A phase 2 trial presented at the 2024 ASH Annual Meeting demonstrated that the combination of cladribine (Mavenclad) and venetoclax (Venclexta), along with idarubicin and cytarabine, significantly improved complete response (CR) and CR with incomplete count recovery (CRi) rates in patients with newly diagnosed acute myeloid leukemia (AML) and high-risk myelodysplastic syndrome (MDS) who were minimal residual disease (MRD)-negative.
The study's findings indicate a high overall response rate (ORR) of 96% across the entire cohort, with 95% for AML patients and 100% for MDS patients. Specifically, in AML patients, the CR rate was 82%, and the CRi rate was 12%. Notably, 89% of these patients achieved MRD-negativity. For MDS patients, the CR rate was 29%.
Efficacy and Outcomes
According to Tapan M. Kadia, MD, professor at MD Anderson Cancer Center, this regimen of cladribine plus venetoclax represents "a highly effective curative regimen, producing deep and durable remissions in newly diagnosed MDS and AML."
The trial evaluated venetoclax in combination with cladribine, idarubicin, and cytarabine. The primary endpoint was the CR rate. Secondary endpoints included ORR, overall survival (OS), event-free survival (EFS), response duration, and safety.
Patient Population and Treatment Protocol
The study included patients aged 65 years or younger with newly diagnosed, treatment-naïve AML or high-risk MDS (defined as 10% or more blasts or an International Prognostic Scoring System [IPSS] risk score of 2 or more), an ECOG performance status of 2 or less, and adequate organ function.
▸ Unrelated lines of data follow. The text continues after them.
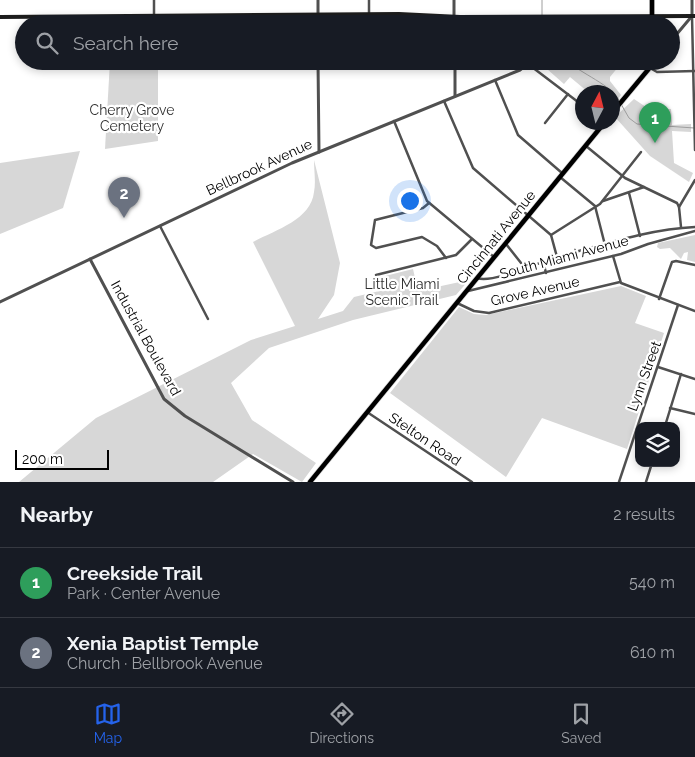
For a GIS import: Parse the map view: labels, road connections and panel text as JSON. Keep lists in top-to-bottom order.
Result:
{
  "streets": {
    "highway": ["Cincinnati Avenue"],
    "street": [
      "Bellbrook Avenue",
      "South Miami Avenue",
      "Grove Avenue",
      "Industrial Boulevard",
      "Lynn Street",
      "Stelton Road"
    ]
  },
  "crossings": [
    ["Bellbrook Avenue", "Industrial Boulevard"],
    ["Cincinnati Avenue", "South Miami Avenue"],
    ["Cincinnati Avenue", "Grove Avenue"],
    ["Cincinnati Avenue", "Stelton Road"]
  ],
  "parks": ["Cherry Grove Cemetery", "Little Miami Scenic Trail"],
  "scale_bar": "200 m",
  "north": "top",
  "page": {
    "search": "Search here",
    "pins": ["1", "2"],
    "scale": "200 m",
    "heading": ["Nearby", "2 results"],
    "list": [
      {
        "mark": "1",
        "name": "Creekside Trail",
        "note": "Park · Center Avenue",
        "value": "540 m"
      },
      {
        "mark": "2",
        "name": "Xenia Baptist Temple",
        "note": "Church · Bellbrook Avenue",
        "value": "610 m"
      }
    ],
    "nav": ["Map", "Directions", "Saved"]
  }
}
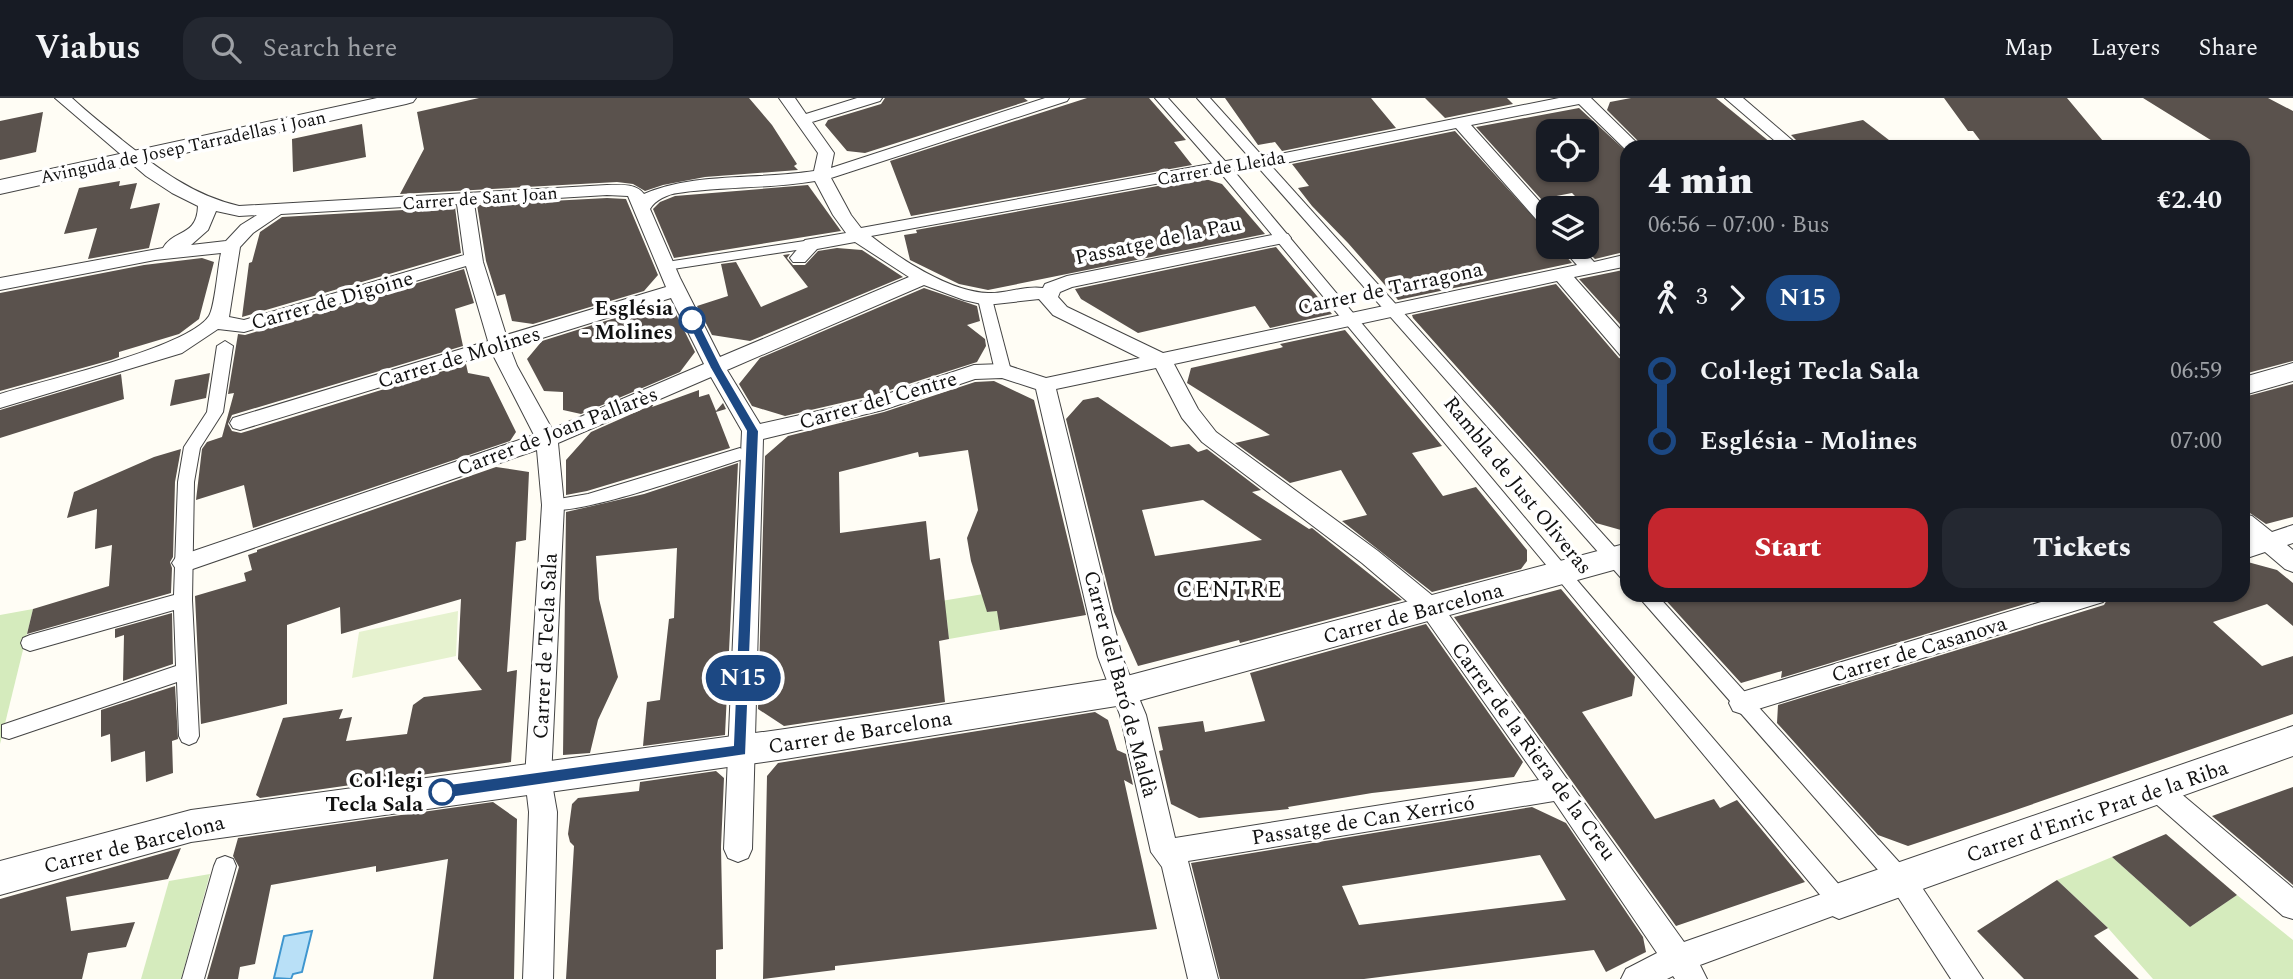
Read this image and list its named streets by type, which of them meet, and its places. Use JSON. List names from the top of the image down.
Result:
{
  "streets": {
    "street": [
      "Avinguda de Josep Tarradellas i Joan",
      "Carrer de Lleida",
      "Carrer de Sant Joan",
      "Passatge de la Pau",
      "Carrer de Tarragona",
      "Carrer de Digoine",
      "Carrer de Molines",
      "Carrer del Centre",
      "Carrer de Joan Pallarès",
      "Rambla de Just Oliveras",
      "Carrer de Barcelona",
      "Carrer de Tecla Sala",
      "Carrer de Casanova",
      "Carrer del Baró de Maldà",
      "Carrer de la Riera de la Creu",
      "Carrer d'Enric Prat de la Riba",
      "Passatge de Can Xerricó"
    ]
  },
  "crossings": [
    ["Avinguda de Josep Tarradellas i Joan", "Carrer de Sant Joan"],
    ["Carrer de Lleida", "Rambla de Just Oliveras"],
    ["Passatge de la Pau", "Rambla de Just Oliveras"],
    ["Carrer de Tarragona", "Rambla de Just Oliveras"],
    ["Carrer de Tarragona", "Carrer del Baró de Maldà"],
    ["Carrer de Tarragona", "Carrer de la Riera de la Creu"],
    ["Carrer de Joan Pallarès", "Carrer de Tecla Sala"],
    ["Rambla de Just Oliveras", "Carrer de Barcelona"],
    ["Rambla de Just Oliveras", "Carrer d'Enric Prat de la Riba"],
    ["Carrer de Barcelona", "Carrer de Tecla Sala"],
    ["Carrer de Barcelona", "Carrer del Baró de Maldà"],
    ["Carrer de Barcelona", "Carrer de la Riera de la Creu"],
    ["Carrer del Baró de Maldà", "Passatge de Can Xerricó"],
    ["Carrer de la Riera de la Creu", "Passatge de Can Xerricó"]
  ],
  "districts": ["CENTRE"],
  "places": ["Església - Molines", "Col·legi Tecla Sala"],
  "lines": ["bus line N15"],
  "page": {
    "header": "Viabus",
    "search": "Search here",
    "nav": ["Map", "Layers", "Share"],
    "on_map": "N15",
    "heading": ["4 min", "06:56 – 07:00 · Bus", "€2.40"],
    "legs": ["3", "N15"],
    "list": [
      {
        "name": "Col·legi Tecla Sala",
        "value": "06:59"
      },
      {
        "name": "Església - Molines",
        "value": "07:00"
      }
    ],
    "buttons": ["Start", "Tickets"]
  }
}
During induction, patients received cladribine at 5 mg/m2 on days 1-5, idarubicin at 8-10 mg/m2 on days 1-3, cytarabine at 1-1.5 mg/m2 on days 1-5, and venetoclax at 400 mg on days 2-8. Maintenance therapy consisted of cladribine at 5 mg/m2 on days 1-3, idarubicin at 8 mg/m2 on days 1 and 2, cytarabine at 0.75-1.5 mg/m2 on days 1-3, and venetoclax at 400 mg on days 2-8.
Patient Characteristics
The median patient age was 49 years. In the AML group, 40% had adverse European Leukemia Network (ELN) 2022 risk, and 13% had AML with myelodysplasia-related changes. The MDS group had a median of 11 marrow blasts, and the median IPSS-revised score was 6.5. Common molecular characteristics in the AML group included NPM1 (34%), DNMT3A (32%), TET2 (21%), NRAS (19%), and IDH2 mutations (12%).
Subgroup Analysis
In the AML subgroup, the ORR by ELN 2022 criteria was 100% for favorable-risk, 96% for intermediate-risk, and 92% for adverse-risk disease. Based on molecular diagnostics, the ORR was 100% for patients with NPM1 mutations and KMT2A rearrangements, 33% for TP53-mutated disease, and 50% for complex karyotype.
Survival Outcomes
With a median follow-up of 2.9 years, the probability of relapse-free survival in 83 AML patients was 76% at 2 years and 74% at 5 years. The 2-year EFS rate for AML patients was 72%, and the 5-year rate was 68%. For the 7 MDS patients, both the 2-year and 5-year OS rates were 100%.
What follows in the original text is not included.